PROVIDED INFORMATION
= Beginning of Section =
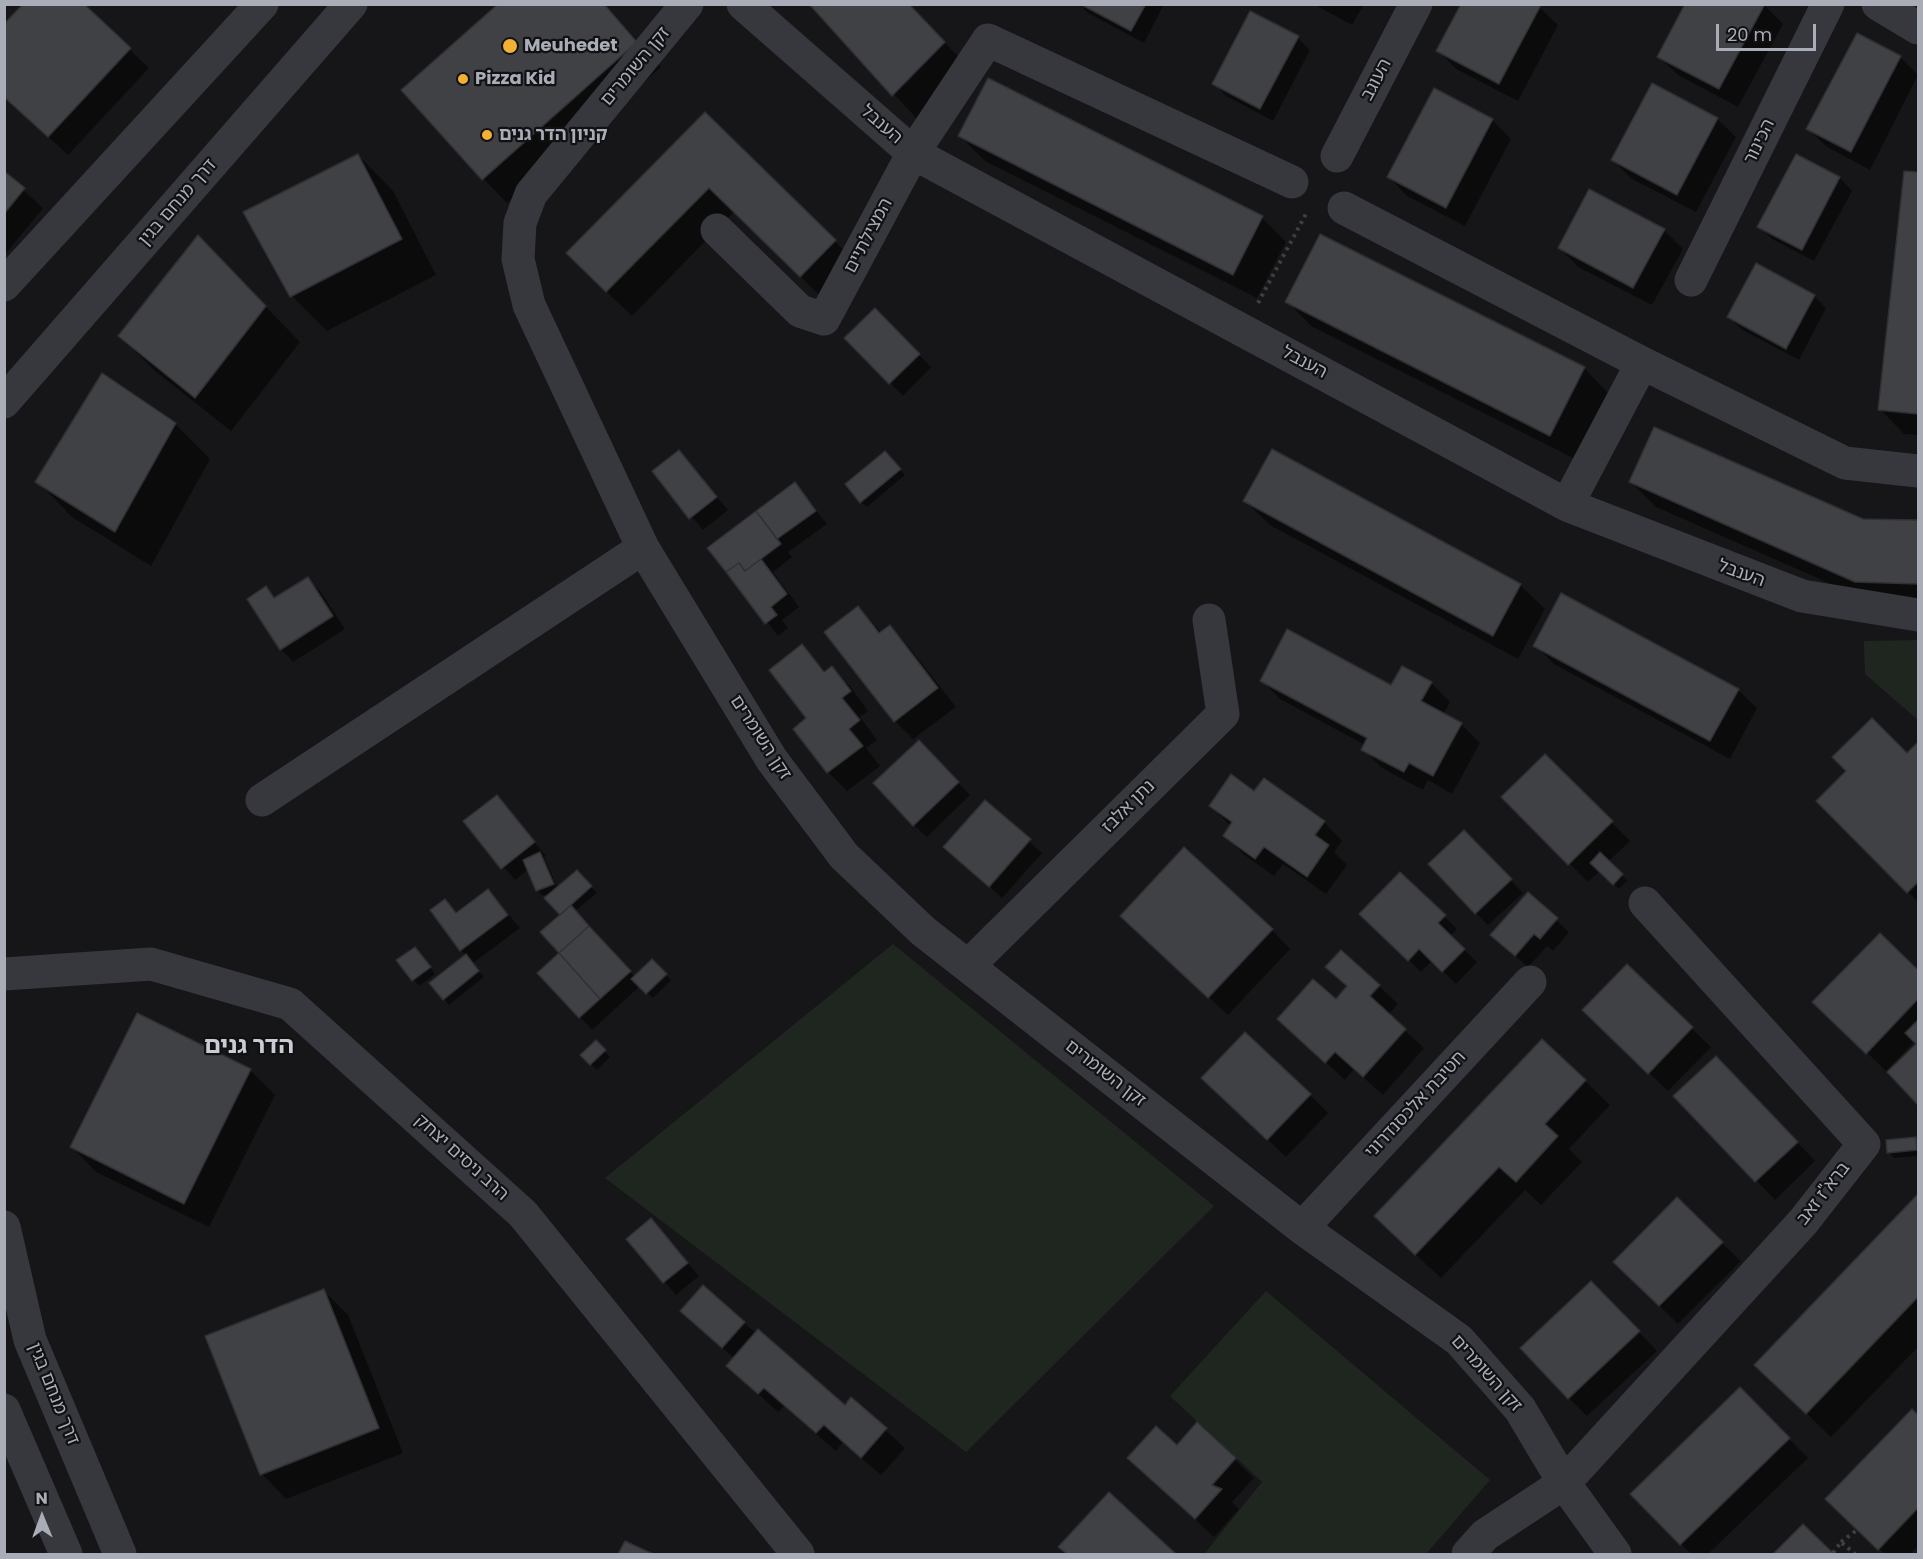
<!DOCTYPE html>
<html>
<head>
<meta charset="utf-8">
<style>
  body { margin:0 }
  #map { position:relative; width:1923px; height:1559px; overflow:hidden; background:#161618; font-family:Poppins,sans-serif }
  canvas { display:block }
  .frame { position:absolute; inset:0; border:6px solid #a8adb8; pointer-events:none }
  .north { position:absolute; left:12px; top:1487px; width:60px; height:60px; -webkit-text-stroke:4px #111113; paint-order:stroke; rotate:359deg; font-size:16px; font-weight:700; line-height:24px; text-align:center; color:#a8adb8 }
  .north::after { content:''; display:block; margin:auto; width:21px; height:27px; background:#a8adb8; clip-path:polygon(50% 0,100% 100%,50% 72%,0 100%) }
  .scale { position:absolute; left:1716px; top:24px; width:100px; height:27px; box-sizing:border-box; border:3px solid #a8adb8; border-top:0; padding-left:8px; font-size:18px; line-height:21px; white-space:nowrap; color:#a8adb8; -webkit-text-stroke:4px #111113; paint-order:stroke }
</style>
</head>
<body>
<div id="map">
<canvas width="1923" height="1559"></canvas>
<div class="frame"></div>
<div class="north">N</div>
<div class="scale">20 m</div>
</div>
<script>
const ctx = document.querySelector('canvas').getContext('2d');
ctx.lineJoin = 'round';
function fill(path, color) { ctx.fillStyle = color; ctx.fill(path, 'evenodd'); }
const shape = rows => new Path2D(rows.map(r => 'M' + r).join(''));
function strokePath(path, color, width, dash) { ctx.strokeStyle = color; ctx.lineWidth = width; ctx.lineCap = dash ? 'butt' : 'round'; ctx.setLineDash(dash || []); ctx.stroke(path); }
function label(font, color, halo, rows, align = 'center') {
  ctx.font = font + ' Poppins,"Noto Sans Hebrew",sans-serif'; ctx.lineWidth = 4.5; ctx.setLineDash([]); ctx.textBaseline = 'middle'; ctx.strokeStyle = halo; ctx.fillStyle = color; for (const [text, x, y, turn = 0] of rows) {
    ctx.save(); ctx.translate(x, y); ctx.rotate((+turn || 0) * Math.PI / 180); ctx.textAlign = isNaN(turn) ? turn : align; if (halo) ctx.strokeText(text, 0, 0); ctx.fillText(text, 0, 0); ctx.restore();
  }
}
const green = shape([
  [1918,640,1918,720,1865,674,1864,641],
  [893,944,1214,1206,966,1452,605,1178],
  [1266,1291,1490,1480,1426,1554,1204,1554,1262,1482,1170,1396]
]);
const shadow = shape([
  [82,4,149,68,68,155,4,96],
  [500,4,605,4,661,67,507,203,483,178],
  [810,4,908,4,969,68,918,120],
  [1079,4,1164,4,1144,43,1088,13],
  [1313,4,1364,4,1352,25],
  [1462,4,1536,4,1558,25,1518,101,1456,69,1438,50],
  [1764,5,1783,24,1738,107,1678,75,1659,57],
  [1858,35,1900,57,1918,75,1870,170,1827,147,1808,129],
  [1298,38,1310,50,1273,121,1226,96,1214,83],
  [705,114,860,266,825,301,735,211,632,316,592,278],
  [1717,119,1736,137,1696,212,1632,179,1613,160],
  [1492,120,1511,139,1465,226,1407,196,1389,177],
  [960,136,1262,218,1286,242,1257,298,985,161],
  [358,155,393,191,436,275,327,331,292,296,245,212],
  [1797,156,1840,178,1852,191,1814,261,1772,239,1759,226],
  [4,173,43,208,4,256],
  [1906,173,1918,174,1918,435,1904,434,1880,409],
  [1664,230,1683,249,1652,305,1578,267,1560,248],
  [233,273,300,342,231,431,155,371,120,336],
  [1814,296,1826,308,1799,360,1741,329,1729,317],
  [1287,301,1584,368,1608,393,1575,459,1311,326],
  [875,310,931,367,903,396,846,338],
  [175,424,210,459,151,566,72,517,37,481],
  [679,452,728,510,703,530,654,472],
  [891,458,905,475,867,507,861,502],
  [1631,482,1863,520,1918,522,1918,607,1881,606,1656,507],
  [795,484,827,524,788,552,792,557,773,572,799,607,782,620,788,628,778,636,709,548],
  [1245,501,1520,585,1545,609,1518,659,1270,525],
  [308,579,320,591,345,629,293,662,281,649,266,588,276,598],
  [858,608,882,633,890,627,908,646,956,707,913,739,895,721],
  [1535,645,1738,690,1757,708,1730,759,1554,664],
  [802,646,826,672,831,668,850,686,868,711,860,717,877,740,866,748,880,766,847,791,828,772,795,729,808,719],
  [1262,680,1392,687,1431,683,1450,702,1443,715,1461,724,1480,743,1452,794,1428,780,1423,790,1382,768,1363,749,1365,745,1280,699],
  [919,742,970,795,927,837,914,825],
  [1918,744,1918,902,1818,801,1908,755],
  [1545,756,1630,841,1608,862,1627,881,1619,889,1600,871,1588,882,1503,797],
  [1255,793,1324,822,1342,841,1334,852,1347,865,1326,894,1283,864,1274,876,1243,854,1225,835,1231,826,1211,806],
  [497,797,546,856,544,857,558,889,583,878,597,893,575,911,635,977,652,961,671,980,653,998,640,986,592,1030,580,1017,561,953,562,915,553,892,543,896,537,890,529,869,515,880,465,822],
  [985,802,1042,853,1002,898,958,859],
  [1464,832,1523,893,1488,925,1476,913],
  [1401,874,1457,929,1450,936,1477,962,1456,984,1432,961,1421,972,1374,927],
  [488,891,520,928,473,963,484,977,449,1005,444,999,467,956,461,950,445,901,458,914],
  [1528,894,1569,932,1553,951,1547,946,1528,967,1505,947],
  [1272,930,1290,949,1228,1015,1141,935],
  [1880,935,1918,972,1918,1103,1889,1072,1918,1044,1915,1041,1886,1071,1833,1020],
  [421,954,435,974,419,986,398,961],
  [1627,966,1711,1047,1668,1091,1603,1029],
  [1327,967,1379,986,1398,1004,1388,1015,1424,1048,1383,1095,1354,1069,1345,1080,1279,1019,1336,1001,1348,987],
  [138,1015,251,1071,275,1095,209,1227,96,1172,72,1147],
  [596,1042,610,1057,597,1070,582,1055],
  [1735,1076,1815,1161,1775,1200,1675,1096],
  [1585,1081,1610,1105,1569,1149,1582,1162,1541,1205,1525,1190,1441,1278,1401,1241],
  [1310,1095,1328,1113,1286,1157,1222,1096],
  [1915,1138,1918,1142,1918,1156,1894,1158,1889,1152],
  [1918,1197,1918,1347,1831,1437,1756,1365],
  [651,1220,699,1276,676,1295,628,1239],
  [1722,1243,1741,1261,1678,1324,1615,1262],
  [323,1290,348,1315,403,1453,286,1499,262,1474],
  [1610,1302,1657,1351,1587,1416,1569,1398],
  [694,1323,744,1323,845,1407,851,1399,905,1448,881,1475,843,1442,836,1451,784,1406,778,1412,747,1384,728,1366,734,1358],
  [1740,1389,1808,1458,1708,1554,1691,1554,1632,1494],
  [1912,1411,1918,1417,1918,1546,1910,1554,1885,1554,1846,1518],
  [1197,1424,1254,1478,1232,1502,1239,1509,1214,1537,1148,1476],
  [1109,1494,1174,1554,1068,1554,1060,1547],
  [1803,1526,1832,1554,1775,1554]
]);
const building = shape([
  [23,4,84,4,131,48,48,137,4,97,4,24,23,4],
  [498,4,604,4,637,42,482,180,401,90,498,4],
  [809,4,909,4,945,42,892,96,809,4],
  [1080,4,1146,4,1131,31,1080,4],
  [1461,4,1541,5,1499,84,1436,51,1461,4],
  [1685,4,1765,4,1719,89,1657,57,1685,4],
  [1250,11,1299,36,1260,109,1212,84,1250,11],
  [1857,33,1901,56,1851,152,1806,129,1857,33],
  [988,78,1263,216,1233,275,958,136,988,78],
  [1652,83,1718,118,1677,195,1611,160,1652,83],
  [1434,88,1493,119,1446,208,1387,177,1434,88],
  [705,112,836,240,800,277,709,188,606,292,566,253,705,112],
  [358,154,402,239,290,297,243,212,358,154],
  [1796,154,1840,177,1802,250,1757,227,1796,154],
  [4,171,25,188,4,214,4,171],
  [1904,171,1918,172,1918,414,1878,410,1904,171],
  [1589,189,1665,229,1633,288,1558,248,1589,189],
  [1320,234,1585,367,1550,436,1285,302,1320,234],
  [198,235,266,306,195,398,118,336,198,235],
  [1756,263,1815,295,1786,349,1727,317,1756,263],
  [875,308,920,354,889,384,844,338,875,308],
  [102,373,176,423,115,532,35,482,102,373],
  [1654,427,1863,519,1918,520,1918,584,1855,582,1629,482,1654,427],
  [1272,449,1521,584,1493,636,1243,501,1272,449],
  [679,450,717,497,689,519,652,471,679,450],
  [885,451,901,469,860,503,845,484,885,451],
  [795,482,816,511,777,539,756,511,795,482],
  [756,511,781,544,745,571,739,563,726,572,707,548,756,511],
  [761,559,787,594,771,607,777,615,765,624,726,572,739,563,745,571,761,559],
  [308,577,333,616,280,650,247,599,266,586,274,598,308,577],
  [1561,593,1739,689,1710,741,1533,646,1561,593],
  [858,606,879,633,890,625,938,688,894,722,824,632,858,606],
  [1287,629,1391,685,1402,666,1432,682,1421,701,1462,723,1433,776,1409,763,1404,772,1361,750,1367,738,1260,681,1287,629],
  [802,644,824,672,832,666,851,691,842,698,860,720,849,729,863,746,827,773,793,729,806,718,769,670,802,644],
  [1872,718,1907,753,1918,742,1918,882,1907,893,1816,801,1846,771,1832,757,1872,718],
  [919,740,959,782,913,826,873,783,919,740],
  [1545,754,1613,821,1568,865,1501,797,1545,754],
  [1231,774,1254,791,1264,778,1325,821,1315,835,1329,845,1307,877,1264,847,1255,859,1223,836,1232,822,1209,806,1231,774],
  [497,795,535,842,501,869,463,821,497,795],
  [985,800,1031,839,989,887,943,847,985,800],
  [1464,830,1512,879,1475,914,1428,864,1464,830],
  [1184,847,1273,929,1208,998,1120,916,1184,847],
  [540,852,554,884,536,891,523,860,540,852],
  [1600,852,1623,874,1613,885,1590,863,1600,852],
  [577,870,592,886,560,915,544,898,577,870],
  [1400,872,1446,915,1438,923,1465,949,1442,972,1419,949,1408,961,1359,914,1400,872],
  [488,889,508,915,460,951,430,910,445,899,456,913,488,889],
  [1528,892,1558,918,1540,939,1534,934,1515,956,1490,935,1528,892],
  [571,905,589,926,559,953,540,932,571,905],
  [589,926,631,971,600,999,559,953,589,926],
  [1880,933,1918,970,1918,999,1866,1054,1812,1002,1880,933],
  [415,947,431,967,412,981,396,960,415,947],
  [1341,950,1380,985,1370,996,1406,1029,1363,1077,1335,1052,1325,1063,1277,1019,1313,979,1336,999,1347,986,1325,967,1341,950],
  [559,953,600,999,579,1018,537,973,559,953],
  [466,954,479,971,443,1000,429,983,466,954],
  [652,959,667,974,646,994,631,979,652,959],
  [1627,964,1693,1027,1648,1074,1582,1010,1627,964],
  [137,1013,251,1069,184,1204,70,1147,137,1013],
  [1918,1020,1918,1103,1917,1104,1887,1072,1916,1044,1905,1033,1918,1020],
  [1245,1032,1311,1094,1267,1140,1201,1078,1245,1032],
  [1542,1039,1586,1080,1545,1124,1558,1136,1516,1182,1499,1167,1415,1255,1374,1216,1542,1039],
  [596,1040,606,1050,590,1065,580,1055,596,1040],
  [1716,1056,1798,1142,1755,1182,1673,1096,1716,1056],
  [1916,1137,1917,1150,1887,1153,1886,1140,1916,1137],
  [1918,1194,1918,1297,1806,1414,1754,1365,1918,1194],
  [1677,1197,1723,1242,1659,1306,1613,1262,1677,1197],
  [651,1218,688,1263,663,1283,626,1239,651,1218],
  [1591,1281,1640,1331,1568,1399,1520,1348,1591,1281],
  [703,1285,745,1322,722,1348,680,1311,703,1285],
  [324,1289,379,1428,260,1475,205,1336,324,1289],
  [758,1329,845,1405,851,1397,887,1428,861,1458,824,1425,816,1433,764,1388,758,1394,726,1366,758,1329],
  [1740,1387,1790,1438,1680,1545,1630,1494,1740,1387],
  [1912,1409,1918,1415,1918,1508,1878,1550,1825,1499,1912,1409],
  [1197,1422,1236,1458,1212,1485,1222,1489,1195,1519,1127,1458,1156,1426,1177,1445,1197,1422],
  [1109,1492,1176,1554,1067,1554,1058,1547,1109,1492],
  [1803,1524,1833,1553,1834,1554,1773,1554,1803,1524],
  [625,1541,653,1554,618,1554,625,1541]
]);
const path = shape([
  [1258,303,1307,212],
  [1841,1542,1857,1530],
  [1833,1553,1841,1542,1855,1554]
]);
const minor = shape([
  [687,4,531,194,520,223,518,259,529,305,643,548,772,760,844,856,923,931,1302,1228,1459,1340,1520,1409,1564,1483,1615,1554],
  [743,4,913,153,1567,505,1802,596,1918,615],
  [1878,4,1918,28],
  [1337,156,1416,4],
  [1344,208,1642,363,1845,463,1918,471],
  [717,230,800,311,824,319,913,153,988,40,1292,182],
  [1691,280,1828,4],
  [4,285,262,4],
  [4,402,351,4],
  [1567,505,1642,363],
  [262,800,643,548],
  [968,966,1223,714,1209,620],
  [4,974,151,964,290,1004,523,1214,798,1554],
  [4,1227,30,1340,120,1554],
  [1302,1228,1530,982],
  [4,1410,66,1554],
  [1468,1554,1485,1535,1564,1483,1803,1222,1864,1144,1645,903]
]);
const markers = [
  [510,46,8,"#f2b134"],
  [463,79,6,"#f2b134"],
  [487,135,6,"#f2b134"]
];
const poiNames = [
  ["Meuhedet",524,46],
  ["Pizza Kid",475,79],
  ["קניון הדר גנים",499,135]
];
const streetNames = [
  ["זקן השומרים",636,67,-50],
  ["העוגב",1377,80,-62],
  ["הענבל",881,125,41],
  ["הכינור",1760,142,-64],
  ["דרך מנחם בגין",178,203,-49],
  ["המצילתיים",869,236,-62],
  ["הענבל",1304,363,28],
  ["הענבל",1741,574,20],
  ["זקן השומרים",760,738,57],
  ["נתן אלבז",1129,807,-45],
  ["זקן השומרים",1105,1074,38],
  ["חטיבת אלכסנדרוני",1416,1105,-47],
  ["הרב ניסים יצחק",461,1158,42],
  ["ברא\"ז זאב",1824,1194,-52],
  ["זקן השומרים",1486,1374,48],
  ["דרך מנחם בגין",53,1394,68]
];
const districtNames = [
  ["הדר גנים",249,1047]
];
fill(green, '#1e261f');
fill(shadow, '#0007');
fill(building, '#404145');
strokePath(building, '#303034', 1.5);
strokePath(path, '#3d3f44', 4, [3, 4.5]);
strokePath(minor, '#37383d', 33);
for (const [x, y, r, color] of markers) { const dot = new Path2D(); dot.arc(x, y, r, 0, 2 * Math.PI); ctx.fillStyle = color; ctx.fill(dot); strokePath(dot, '#111113', 2); }
label('bold 18px', '#a8adb8', '#111113', poiNames, 'left');
label('18px', '#a8adb8', '#111113', streetNames);
label('bold 24px', '#c9ccd4', '#111113', districtNames);
</script>
</body>
</html>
= End of Section =
PROBLEM
Go through the entries above and count the lines containing the string "strokePath". Give only that number.

TASK OUTPUT
5